| Problem statement |
From the entries below, copy every line holding the word "Minified".

Data provided below:

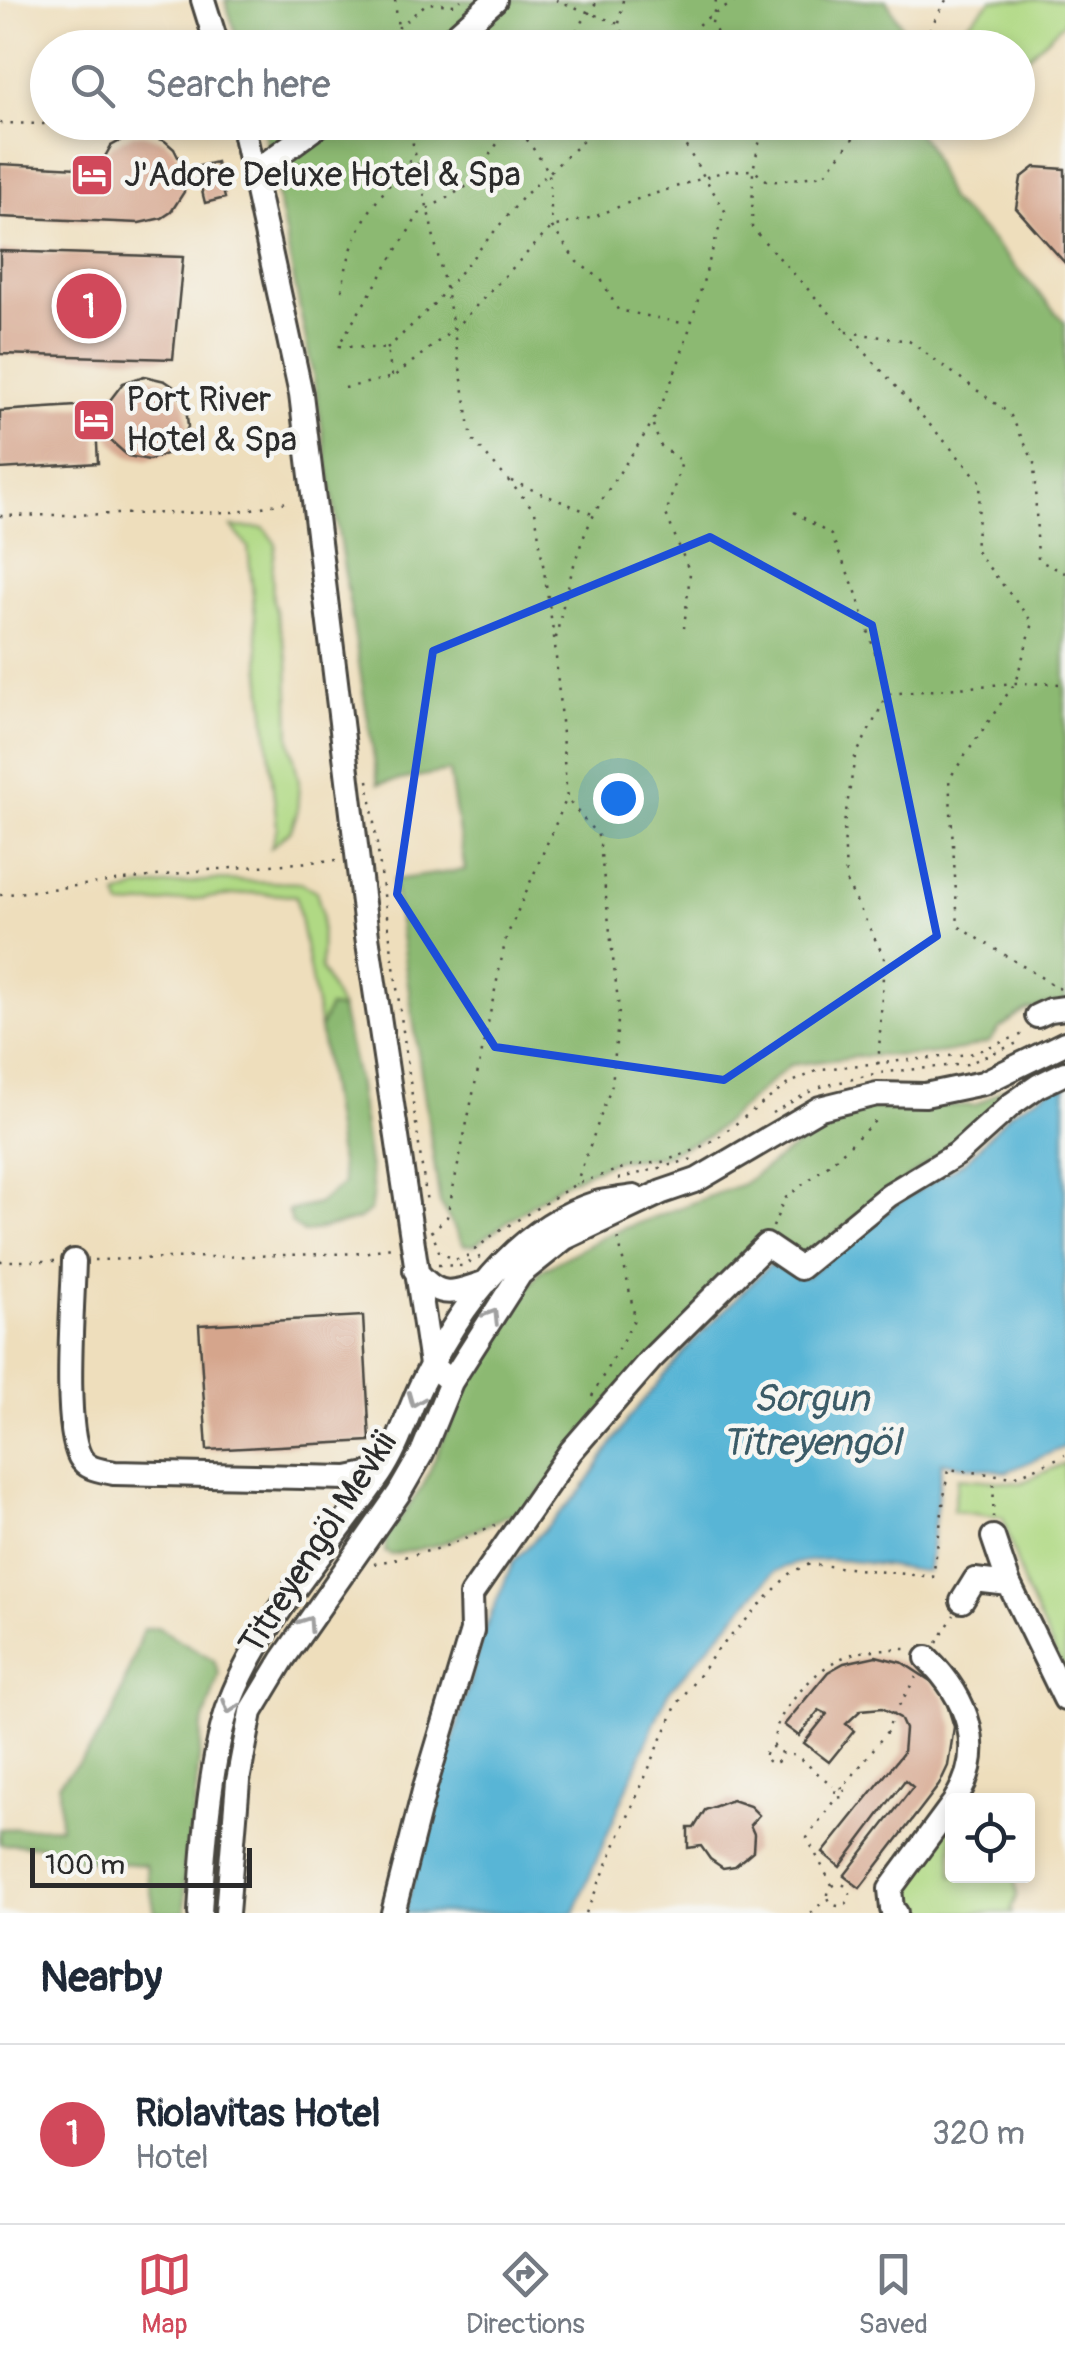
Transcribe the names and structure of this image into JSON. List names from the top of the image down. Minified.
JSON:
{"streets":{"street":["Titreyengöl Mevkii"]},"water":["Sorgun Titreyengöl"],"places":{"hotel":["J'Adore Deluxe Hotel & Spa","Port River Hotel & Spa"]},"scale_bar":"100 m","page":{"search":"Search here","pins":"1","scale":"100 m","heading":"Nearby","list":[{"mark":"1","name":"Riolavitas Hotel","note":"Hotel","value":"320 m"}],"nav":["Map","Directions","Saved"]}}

End of Data provided.
Data provided below:

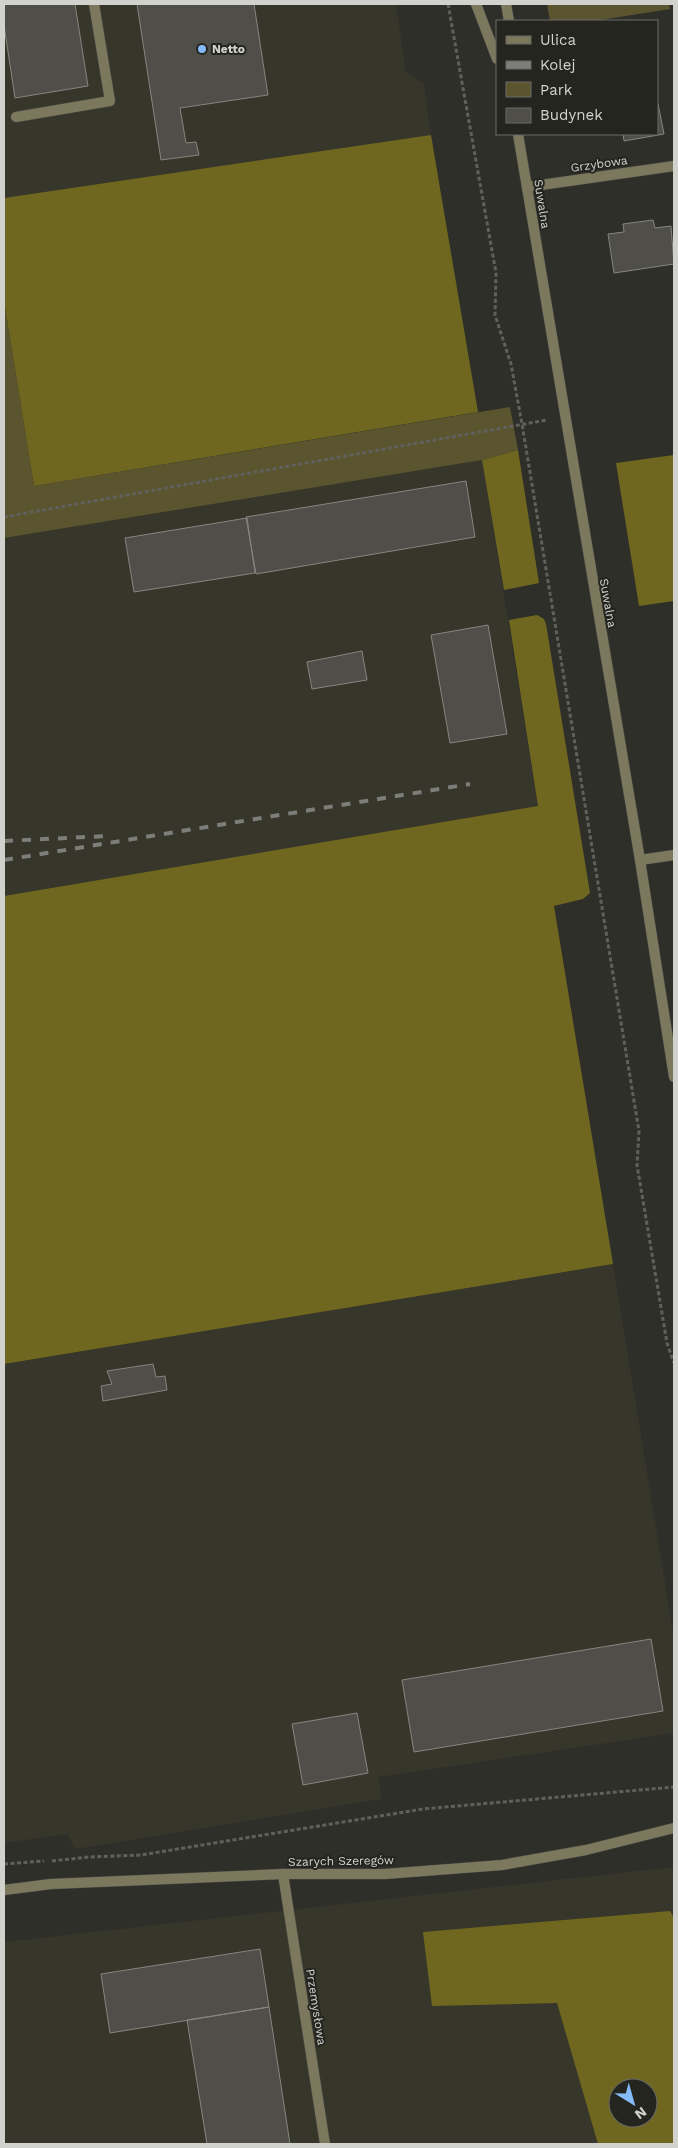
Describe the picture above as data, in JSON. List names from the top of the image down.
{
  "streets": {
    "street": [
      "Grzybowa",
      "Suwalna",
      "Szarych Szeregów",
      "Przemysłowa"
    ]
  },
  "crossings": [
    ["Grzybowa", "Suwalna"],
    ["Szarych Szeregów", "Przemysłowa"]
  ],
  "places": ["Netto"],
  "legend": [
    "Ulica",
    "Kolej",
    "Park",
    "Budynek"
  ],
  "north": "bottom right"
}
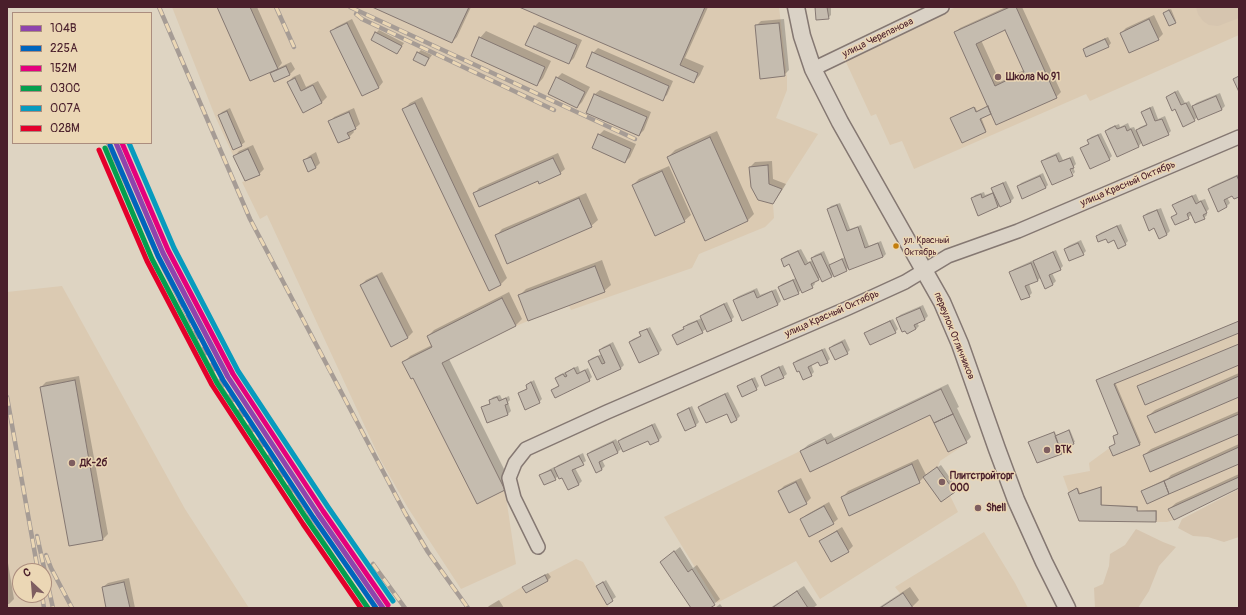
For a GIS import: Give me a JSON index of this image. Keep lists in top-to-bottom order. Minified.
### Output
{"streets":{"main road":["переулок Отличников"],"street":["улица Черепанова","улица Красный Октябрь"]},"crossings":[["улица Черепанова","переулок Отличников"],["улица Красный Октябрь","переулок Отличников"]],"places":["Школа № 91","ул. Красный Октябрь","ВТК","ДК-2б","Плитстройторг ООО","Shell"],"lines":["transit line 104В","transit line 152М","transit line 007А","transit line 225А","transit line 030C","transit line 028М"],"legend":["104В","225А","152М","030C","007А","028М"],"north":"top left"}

End of Data provided.
Data provided below:

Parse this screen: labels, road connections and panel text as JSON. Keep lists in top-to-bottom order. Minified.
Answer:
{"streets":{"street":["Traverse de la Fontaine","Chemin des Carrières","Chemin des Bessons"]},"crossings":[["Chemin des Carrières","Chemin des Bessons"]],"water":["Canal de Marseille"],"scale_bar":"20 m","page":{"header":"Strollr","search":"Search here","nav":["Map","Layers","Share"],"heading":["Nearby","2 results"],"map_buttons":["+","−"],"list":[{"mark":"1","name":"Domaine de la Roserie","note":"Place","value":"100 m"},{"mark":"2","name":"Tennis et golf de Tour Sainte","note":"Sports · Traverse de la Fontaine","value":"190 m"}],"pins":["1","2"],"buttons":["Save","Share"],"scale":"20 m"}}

End of Data provided.

| Task output |
Transcribe the names and structure of this image into JSON. List names from the top of the image down. Minified.
For a GIS import: Give me a JSON index of this image. Keep lists in top-to-bottom order. Minified.
Parse this screen: labels, road connections and panel text as JSON. Keep lists in top-to-bottom order. Minified.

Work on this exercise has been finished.